Source records
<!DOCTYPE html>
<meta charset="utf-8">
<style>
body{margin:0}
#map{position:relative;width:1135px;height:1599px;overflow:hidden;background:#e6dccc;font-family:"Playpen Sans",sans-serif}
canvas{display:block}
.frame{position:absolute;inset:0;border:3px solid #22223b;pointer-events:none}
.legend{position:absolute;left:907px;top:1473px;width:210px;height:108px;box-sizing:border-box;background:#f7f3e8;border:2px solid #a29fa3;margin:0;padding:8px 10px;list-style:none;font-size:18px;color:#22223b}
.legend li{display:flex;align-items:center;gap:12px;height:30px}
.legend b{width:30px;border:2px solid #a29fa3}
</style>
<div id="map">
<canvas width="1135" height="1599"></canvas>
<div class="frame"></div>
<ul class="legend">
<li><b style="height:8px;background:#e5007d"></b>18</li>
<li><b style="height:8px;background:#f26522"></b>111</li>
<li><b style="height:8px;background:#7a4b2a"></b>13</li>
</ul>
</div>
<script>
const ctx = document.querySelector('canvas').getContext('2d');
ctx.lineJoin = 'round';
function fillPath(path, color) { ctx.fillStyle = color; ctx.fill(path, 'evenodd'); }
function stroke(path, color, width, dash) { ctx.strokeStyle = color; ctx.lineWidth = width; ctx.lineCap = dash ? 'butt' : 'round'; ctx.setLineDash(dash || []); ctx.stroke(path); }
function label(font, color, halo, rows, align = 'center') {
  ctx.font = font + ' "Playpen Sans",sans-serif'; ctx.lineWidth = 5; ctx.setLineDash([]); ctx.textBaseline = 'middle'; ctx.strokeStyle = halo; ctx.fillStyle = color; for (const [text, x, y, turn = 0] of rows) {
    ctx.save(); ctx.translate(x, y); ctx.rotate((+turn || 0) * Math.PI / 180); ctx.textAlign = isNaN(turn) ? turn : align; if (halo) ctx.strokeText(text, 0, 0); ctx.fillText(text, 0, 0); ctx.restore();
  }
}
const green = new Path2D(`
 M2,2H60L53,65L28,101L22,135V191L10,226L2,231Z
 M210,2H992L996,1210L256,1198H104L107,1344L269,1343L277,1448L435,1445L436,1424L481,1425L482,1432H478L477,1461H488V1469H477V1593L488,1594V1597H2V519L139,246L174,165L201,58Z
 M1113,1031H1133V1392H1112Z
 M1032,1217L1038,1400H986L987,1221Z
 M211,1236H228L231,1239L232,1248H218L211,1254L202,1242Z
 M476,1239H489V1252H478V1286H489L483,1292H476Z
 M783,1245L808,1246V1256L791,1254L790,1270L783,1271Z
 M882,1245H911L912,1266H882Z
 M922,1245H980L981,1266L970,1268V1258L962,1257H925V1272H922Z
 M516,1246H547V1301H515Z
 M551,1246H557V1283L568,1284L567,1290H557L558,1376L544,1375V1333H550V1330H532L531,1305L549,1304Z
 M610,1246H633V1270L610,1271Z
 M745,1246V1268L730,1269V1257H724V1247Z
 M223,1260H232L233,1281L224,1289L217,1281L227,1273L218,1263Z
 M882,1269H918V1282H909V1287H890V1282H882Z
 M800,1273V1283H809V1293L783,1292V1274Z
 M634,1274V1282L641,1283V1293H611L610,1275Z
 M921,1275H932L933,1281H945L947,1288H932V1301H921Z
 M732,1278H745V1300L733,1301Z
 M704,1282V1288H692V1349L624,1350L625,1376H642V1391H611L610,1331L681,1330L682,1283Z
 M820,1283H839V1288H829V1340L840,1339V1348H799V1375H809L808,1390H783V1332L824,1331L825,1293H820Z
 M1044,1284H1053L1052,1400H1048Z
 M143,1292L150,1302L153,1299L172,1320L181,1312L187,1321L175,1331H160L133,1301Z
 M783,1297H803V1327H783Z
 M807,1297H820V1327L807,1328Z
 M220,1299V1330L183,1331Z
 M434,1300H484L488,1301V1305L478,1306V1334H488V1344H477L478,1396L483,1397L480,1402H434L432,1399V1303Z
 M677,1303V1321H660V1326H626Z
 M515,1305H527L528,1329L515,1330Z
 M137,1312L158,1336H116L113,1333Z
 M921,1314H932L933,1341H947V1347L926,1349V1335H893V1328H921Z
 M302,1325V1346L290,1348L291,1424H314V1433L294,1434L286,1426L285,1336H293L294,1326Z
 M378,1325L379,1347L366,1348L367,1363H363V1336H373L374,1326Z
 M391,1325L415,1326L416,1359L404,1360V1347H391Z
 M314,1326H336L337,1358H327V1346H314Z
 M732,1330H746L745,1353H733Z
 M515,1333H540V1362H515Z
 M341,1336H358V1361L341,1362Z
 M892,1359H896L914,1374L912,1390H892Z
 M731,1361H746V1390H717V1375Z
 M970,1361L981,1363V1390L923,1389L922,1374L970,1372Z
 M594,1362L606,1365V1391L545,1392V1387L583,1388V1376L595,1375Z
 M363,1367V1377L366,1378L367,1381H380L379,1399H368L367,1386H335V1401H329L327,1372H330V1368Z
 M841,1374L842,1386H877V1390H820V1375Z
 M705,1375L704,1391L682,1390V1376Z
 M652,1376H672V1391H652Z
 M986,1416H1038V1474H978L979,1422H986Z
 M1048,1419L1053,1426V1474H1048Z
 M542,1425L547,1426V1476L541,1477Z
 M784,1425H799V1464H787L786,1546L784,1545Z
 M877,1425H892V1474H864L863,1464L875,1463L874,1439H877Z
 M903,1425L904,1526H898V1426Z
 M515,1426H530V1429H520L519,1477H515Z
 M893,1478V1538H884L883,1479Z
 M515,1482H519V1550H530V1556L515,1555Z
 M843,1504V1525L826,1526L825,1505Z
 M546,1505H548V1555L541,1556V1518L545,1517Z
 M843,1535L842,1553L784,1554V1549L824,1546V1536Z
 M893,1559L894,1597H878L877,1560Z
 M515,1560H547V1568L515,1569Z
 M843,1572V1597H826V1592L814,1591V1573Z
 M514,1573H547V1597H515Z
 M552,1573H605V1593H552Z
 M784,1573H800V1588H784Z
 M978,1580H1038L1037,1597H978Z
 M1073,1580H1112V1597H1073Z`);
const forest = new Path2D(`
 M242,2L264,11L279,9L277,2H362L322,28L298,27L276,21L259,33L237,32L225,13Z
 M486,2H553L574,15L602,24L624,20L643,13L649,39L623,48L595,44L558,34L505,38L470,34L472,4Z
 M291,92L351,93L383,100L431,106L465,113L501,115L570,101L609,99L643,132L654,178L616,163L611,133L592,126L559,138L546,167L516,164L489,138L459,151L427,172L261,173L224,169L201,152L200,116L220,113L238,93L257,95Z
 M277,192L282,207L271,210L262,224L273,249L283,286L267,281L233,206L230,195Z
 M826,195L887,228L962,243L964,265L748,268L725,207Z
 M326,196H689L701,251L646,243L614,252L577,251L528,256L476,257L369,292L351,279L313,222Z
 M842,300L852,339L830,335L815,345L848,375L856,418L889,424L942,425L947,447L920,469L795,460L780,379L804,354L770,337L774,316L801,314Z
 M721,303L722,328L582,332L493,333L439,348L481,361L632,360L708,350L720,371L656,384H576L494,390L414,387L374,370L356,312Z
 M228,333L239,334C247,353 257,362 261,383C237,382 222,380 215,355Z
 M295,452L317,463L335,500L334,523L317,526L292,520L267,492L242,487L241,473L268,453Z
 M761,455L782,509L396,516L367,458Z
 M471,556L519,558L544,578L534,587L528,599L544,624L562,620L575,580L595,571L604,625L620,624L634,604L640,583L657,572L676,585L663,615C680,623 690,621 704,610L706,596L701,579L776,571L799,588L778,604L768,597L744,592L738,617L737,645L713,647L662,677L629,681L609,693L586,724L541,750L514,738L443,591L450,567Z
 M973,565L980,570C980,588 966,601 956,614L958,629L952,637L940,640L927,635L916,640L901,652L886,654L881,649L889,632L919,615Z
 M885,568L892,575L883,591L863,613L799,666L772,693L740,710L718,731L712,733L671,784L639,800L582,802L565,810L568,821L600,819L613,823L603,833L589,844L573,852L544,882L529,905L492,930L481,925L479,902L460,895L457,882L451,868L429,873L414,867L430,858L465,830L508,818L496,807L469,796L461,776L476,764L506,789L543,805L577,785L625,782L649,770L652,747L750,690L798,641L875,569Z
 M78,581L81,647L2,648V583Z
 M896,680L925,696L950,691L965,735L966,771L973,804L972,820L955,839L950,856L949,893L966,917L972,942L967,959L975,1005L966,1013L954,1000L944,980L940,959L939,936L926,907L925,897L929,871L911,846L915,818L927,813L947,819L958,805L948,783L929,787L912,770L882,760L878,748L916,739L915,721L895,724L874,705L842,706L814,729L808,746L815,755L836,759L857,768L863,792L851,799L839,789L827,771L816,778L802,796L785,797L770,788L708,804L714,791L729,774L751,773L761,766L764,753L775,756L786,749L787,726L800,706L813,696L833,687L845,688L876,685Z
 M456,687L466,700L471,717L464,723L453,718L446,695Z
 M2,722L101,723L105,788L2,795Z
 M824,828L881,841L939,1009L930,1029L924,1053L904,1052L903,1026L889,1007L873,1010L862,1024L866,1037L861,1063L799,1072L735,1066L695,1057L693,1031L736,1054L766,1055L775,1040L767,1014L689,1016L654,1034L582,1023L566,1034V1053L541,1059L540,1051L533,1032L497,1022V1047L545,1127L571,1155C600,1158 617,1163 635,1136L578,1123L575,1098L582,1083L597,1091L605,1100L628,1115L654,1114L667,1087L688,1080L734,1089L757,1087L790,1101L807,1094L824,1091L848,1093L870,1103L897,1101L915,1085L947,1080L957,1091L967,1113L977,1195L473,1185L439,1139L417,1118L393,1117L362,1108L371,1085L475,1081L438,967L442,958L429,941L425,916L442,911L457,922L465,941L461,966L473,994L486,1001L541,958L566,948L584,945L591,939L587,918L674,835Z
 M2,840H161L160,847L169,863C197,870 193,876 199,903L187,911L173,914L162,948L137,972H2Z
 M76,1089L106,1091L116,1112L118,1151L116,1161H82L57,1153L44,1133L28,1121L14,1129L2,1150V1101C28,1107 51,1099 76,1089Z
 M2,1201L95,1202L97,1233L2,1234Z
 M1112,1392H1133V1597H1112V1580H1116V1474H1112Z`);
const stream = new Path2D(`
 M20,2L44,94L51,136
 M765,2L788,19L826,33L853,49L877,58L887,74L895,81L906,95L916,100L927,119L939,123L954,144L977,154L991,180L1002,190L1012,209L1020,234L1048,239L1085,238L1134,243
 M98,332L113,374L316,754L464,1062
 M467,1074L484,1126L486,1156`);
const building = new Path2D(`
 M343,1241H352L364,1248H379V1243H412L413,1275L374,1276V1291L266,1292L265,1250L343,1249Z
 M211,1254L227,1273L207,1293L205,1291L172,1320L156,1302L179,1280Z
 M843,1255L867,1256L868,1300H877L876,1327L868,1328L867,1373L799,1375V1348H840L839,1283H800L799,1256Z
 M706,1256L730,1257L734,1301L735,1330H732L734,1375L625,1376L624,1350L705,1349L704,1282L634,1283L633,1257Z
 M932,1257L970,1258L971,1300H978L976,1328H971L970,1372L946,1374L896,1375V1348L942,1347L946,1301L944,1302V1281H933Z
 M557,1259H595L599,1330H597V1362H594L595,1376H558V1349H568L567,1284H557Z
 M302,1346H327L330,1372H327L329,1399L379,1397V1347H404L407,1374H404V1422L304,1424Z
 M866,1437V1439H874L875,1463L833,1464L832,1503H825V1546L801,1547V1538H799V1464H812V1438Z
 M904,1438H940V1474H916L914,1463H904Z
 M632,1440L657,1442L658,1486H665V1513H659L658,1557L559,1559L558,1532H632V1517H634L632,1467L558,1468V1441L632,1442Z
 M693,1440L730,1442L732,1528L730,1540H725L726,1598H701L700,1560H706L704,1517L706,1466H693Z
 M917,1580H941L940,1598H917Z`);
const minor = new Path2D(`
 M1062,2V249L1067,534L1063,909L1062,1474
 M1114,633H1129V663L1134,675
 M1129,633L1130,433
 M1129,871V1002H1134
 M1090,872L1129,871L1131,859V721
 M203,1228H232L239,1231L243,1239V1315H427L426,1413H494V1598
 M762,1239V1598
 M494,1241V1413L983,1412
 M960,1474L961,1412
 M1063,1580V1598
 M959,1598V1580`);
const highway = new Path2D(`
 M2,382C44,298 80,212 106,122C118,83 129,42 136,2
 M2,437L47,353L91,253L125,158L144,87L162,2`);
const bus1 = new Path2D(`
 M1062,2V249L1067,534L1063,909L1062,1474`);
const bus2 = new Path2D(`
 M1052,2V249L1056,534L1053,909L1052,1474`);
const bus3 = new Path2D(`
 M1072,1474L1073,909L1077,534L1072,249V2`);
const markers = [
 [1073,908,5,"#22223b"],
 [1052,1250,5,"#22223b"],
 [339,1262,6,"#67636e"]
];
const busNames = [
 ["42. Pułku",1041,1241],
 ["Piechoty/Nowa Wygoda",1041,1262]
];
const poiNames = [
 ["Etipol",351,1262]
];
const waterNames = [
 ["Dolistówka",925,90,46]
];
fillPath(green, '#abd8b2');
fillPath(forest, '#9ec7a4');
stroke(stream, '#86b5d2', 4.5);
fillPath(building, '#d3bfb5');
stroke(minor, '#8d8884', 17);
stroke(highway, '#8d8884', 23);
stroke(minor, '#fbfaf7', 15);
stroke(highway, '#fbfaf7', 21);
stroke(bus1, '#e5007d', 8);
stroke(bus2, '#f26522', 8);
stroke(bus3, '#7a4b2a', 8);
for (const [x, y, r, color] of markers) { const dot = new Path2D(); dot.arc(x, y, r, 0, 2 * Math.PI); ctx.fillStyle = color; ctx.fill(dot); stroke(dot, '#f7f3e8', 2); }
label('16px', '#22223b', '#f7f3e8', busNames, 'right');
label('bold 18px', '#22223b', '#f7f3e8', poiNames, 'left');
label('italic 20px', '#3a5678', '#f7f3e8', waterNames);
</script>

_What is being asked_
Your answer should be every line above that contains the word "turn".

_Solution to this problem_
  ctx.font = font + ' "Playpen Sans",sans-serif'; ctx.lineWidth = 5; ctx.setLineDash([]); ctx.textBaseline = 'middle'; ctx.strokeStyle = halo; ctx.fillStyle = color; for (const [text, x, y, turn = 0] of rows) {
    ctx.save(); ctx.translate(x, y); ctx.rotate((+turn || 0) * Math.PI / 180); ctx.textAlign = isNaN(turn) ? turn : align; if (halo) ctx.strokeText(text, 0, 0); ctx.fillText(text, 0, 0); ctx.restore();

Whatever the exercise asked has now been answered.